Ciasteczka migdałowe z marmoladą
Te ciasteczka z marmoladą, choć z wyglądu nieco niepozorne, w smaku są bardzo fajne. Robi się je z ciasta ucieranego z dodatkiem mielonych migdałów, choć jak dla mnie, migdałowy smak nie jest jakoś super mocno wyczuwalny.
Nie policzyłam ile dokładnie ich wychodzi, natomiast piekłam je na dwóch blaszkach.
Mnie osobiście ciasteczka najbardziej smakują, jak nieco zmiękną (złapią wilgoci z otoczenia) 😉
- 200 g miękkiego masła
- 130 g cukru pudru
- 2 małe jajka
- 200 g mielonych migdałów
- 200 g mąki pszennej
- marmolada
Miękkie masło ucieramy wraz z cukrem pudrem na jasną i puszystą masę. Nie przestając miksować dodajemy po 1 jajku. Następnie dodajemy mąkę oraz mielone migdały, mieszamy do połączenia (niezbyt długo!).
Masę odstawiamy do lodówki na 2 godziny, aby nieco stwardniała. Po tym czasie formujemy w dłoniach niewielkie kuleczki (około 10-12 g) i nieco je spłaszczamy.

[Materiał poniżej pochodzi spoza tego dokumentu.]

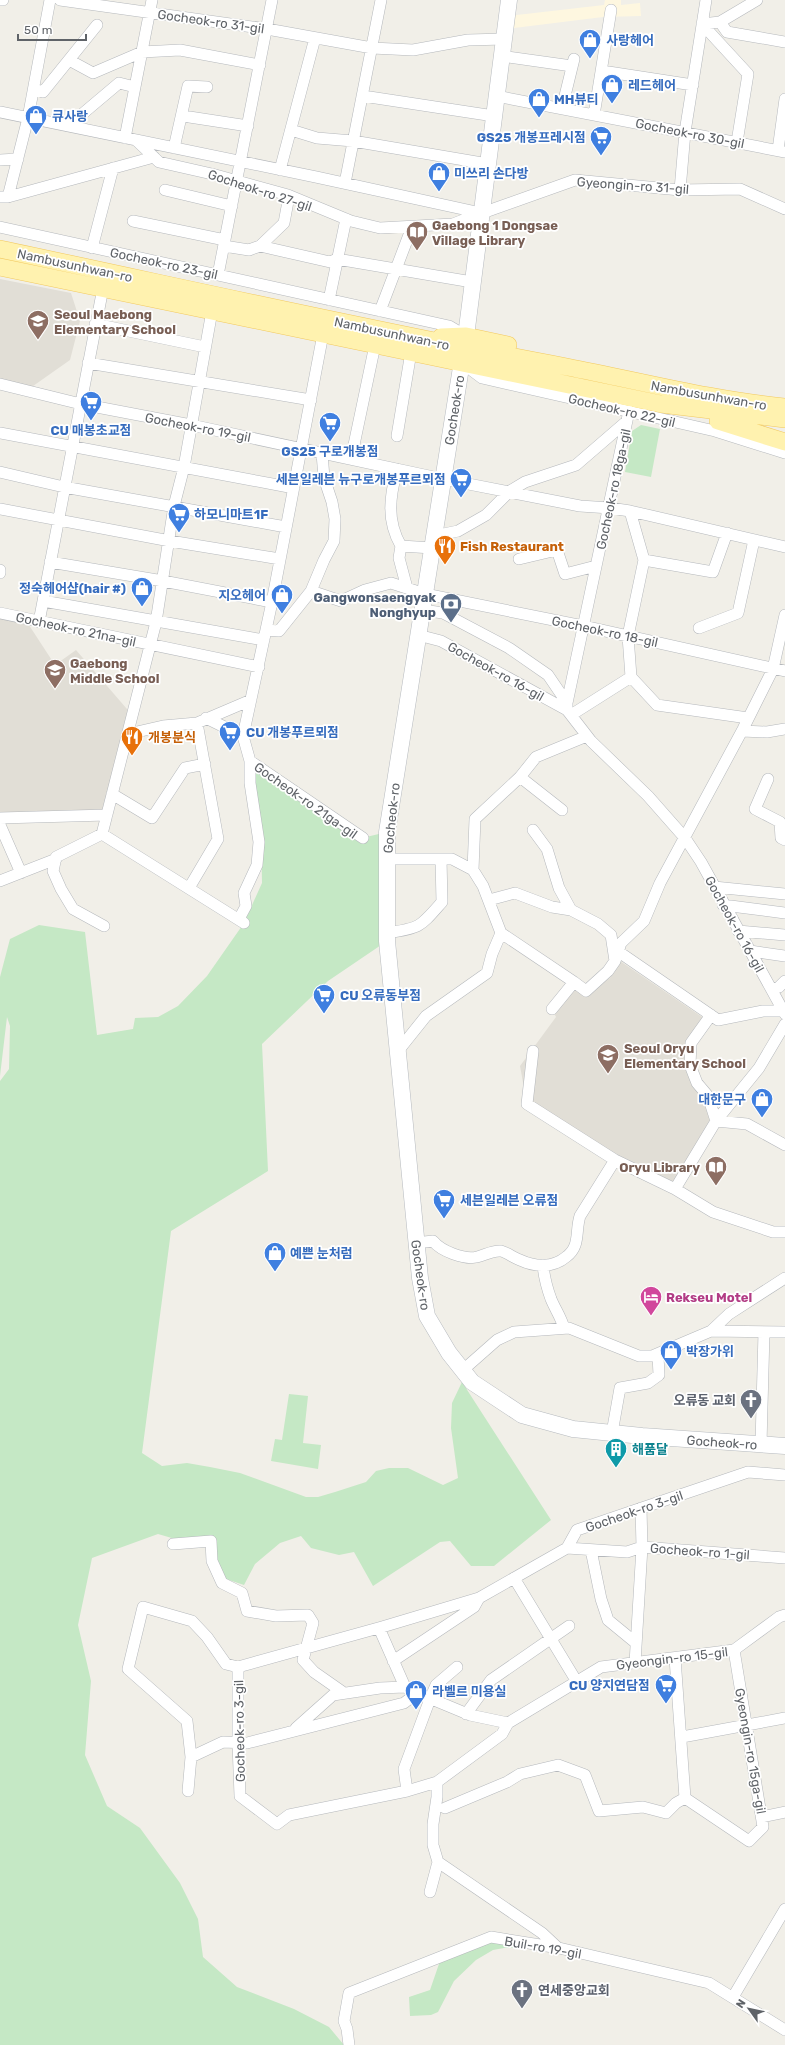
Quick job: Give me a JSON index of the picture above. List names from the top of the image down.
{
  "streets": {
    "main road": ["Nambusunhwan-ro", "Gocheok-ro"],
    "street": [
      "Gocheok-ro 31-gil",
      "Gocheok-ro 30-gil",
      "Gyeongin-ro 31-gil",
      "Gocheok-ro 27-gil",
      "Gocheok-ro 23-gil",
      "Gocheok-ro 22-gil",
      "Gocheok-ro 19-gil",
      "Gocheok-ro 18ga-gil",
      "Gocheok-ro 21na-gil",
      "Gocheok-ro 18-gil",
      "Gocheok-ro 16-gil",
      "Gocheok-ro 21ga-gil",
      "Gocheok-ro 3-gil",
      "Gocheok-ro 1-gil",
      "Gyeongin-ro 15-gil",
      "Gyeongin-ro 15ga-gil",
      "Buil-ro 19-gil"
    ]
  },
  "crossings": [
    ["Gocheok-ro 31-gil", "Gocheok-ro"],
    ["Gocheok-ro 30-gil", "Gocheok-ro"],
    ["Gyeongin-ro 31-gil", "Gocheok-ro 27-gil"],
    ["Gyeongin-ro 31-gil", "Gocheok-ro"],
    ["Gocheok-ro 27-gil", "Gocheok-ro"],
    ["Gocheok-ro 23-gil", "Nambusunhwan-ro"],
    ["Gocheok-ro 23-gil", "Gocheok-ro"],
    ["Gocheok-ro 23-gil", "Gocheok-ro 22-gil"],
    ["Nambusunhwan-ro", "Gocheok-ro"],
    ["Nambusunhwan-ro", "Gocheok-ro 22-gil"],
    ["Nambusunhwan-ro", "Gocheok-ro 21na-gil"],
    ["Nambusunhwan-ro", "Gocheok-ro 21ga-gil"],
    ["Gocheok-ro", "Gocheok-ro 22-gil"],
    ["Gocheok-ro", "Gocheok-ro 19-gil"],
    ["Gocheok-ro", "Gocheok-ro 18-gil"],
    ["Gocheok-ro", "Gocheok-ro 16-gil"],
    ["Gocheok-ro 22-gil", "Gocheok-ro 18ga-gil"],
    ["Gocheok-ro 19-gil", "Gocheok-ro 18ga-gil"],
    ["Gocheok-ro 19-gil", "Gocheok-ro 21na-gil"],
    ["Gocheok-ro 19-gil", "Gocheok-ro 21ga-gil"],
    ["Gocheok-ro 18ga-gil", "Gocheok-ro 18-gil"],
    ["Gocheok-ro 18ga-gil", "Gocheok-ro 16-gil"],
    ["Gocheok-ro 21na-gil", "Gocheok-ro 21ga-gil"],
    ["Gocheok-ro 3-gil", "Gocheok-ro 1-gil"],
    ["Gocheok-ro 3-gil", "Gyeongin-ro 15-gil"],
    ["Gyeongin-ro 15-gil", "Gyeongin-ro 15ga-gil"]
  ],
  "places": {
    "shop": [
      "사랑헤어",
      "레드헤어",
      "MH뷰티",
      "큐사랑",
      "미쓰리 손다방",
      "정숙헤어샵(hair #)",
      "지오헤어",
      "대한문구",
      "예쁜 눈처럼",
      "박장가위",
      "라벨르 미용실"
    ],
    "supermarket": [
      "GS25 개봉프레시점",
      "CU 매봉초교점",
      "GS25 구로개봉점",
      "세븐일레븐 뉴구로개봉푸르뫼점",
      "하모니마트1F",
      "CU 개봉푸르뫼점",
      "CU 오류동부점",
      "세븐일레븐 오류점",
      "CU 양지연담점"
    ],
    "library": ["Gaebong 1 Dongsae Village Library", "Oryu Library"],
    "school or university": ["Seoul Maebong Elementary School", "Gaebong Middle School", "Seoul Oryu Elementary School"],
    "restaurant": ["Fish Restaurant", "개봉분식"],
    "bank": ["Gangwonsaengyak Nonghyup"],
    "hotel": ["Rekseu Motel"],
    "church": ["오류동 교회", "연세중앙교회"],
    "building": ["해품달"]
  },
  "scale_bar": "50 m",
  "north": "top left"
}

Układamy na blaszce wyłożonej papierem do pieczenia.
Wstawiamy do piekarnika nagrzanego do 180 stopni na około 10 minut (do lekkiego zarumienienia; w zależności od wielkości przygotowanych ciasteczek być może trzeba będzie piec je ciut krócej lub nieco dłużej).
Połowę przestudzonych ciasteczek smarujemy powidłami i sklejamy z pozostałymi ciasteczkami.
Uwaga! Z ogrzanym ciastem źle się pracuje. Warto część ciasta trzymać w lodówce i wyjąć je dopiero, gdy będzie potrzebne (np połowę odstawiamy na czas formowania i pieczenia pierwszej partii).
Chętnie zjadła bym kilka ciasteczek.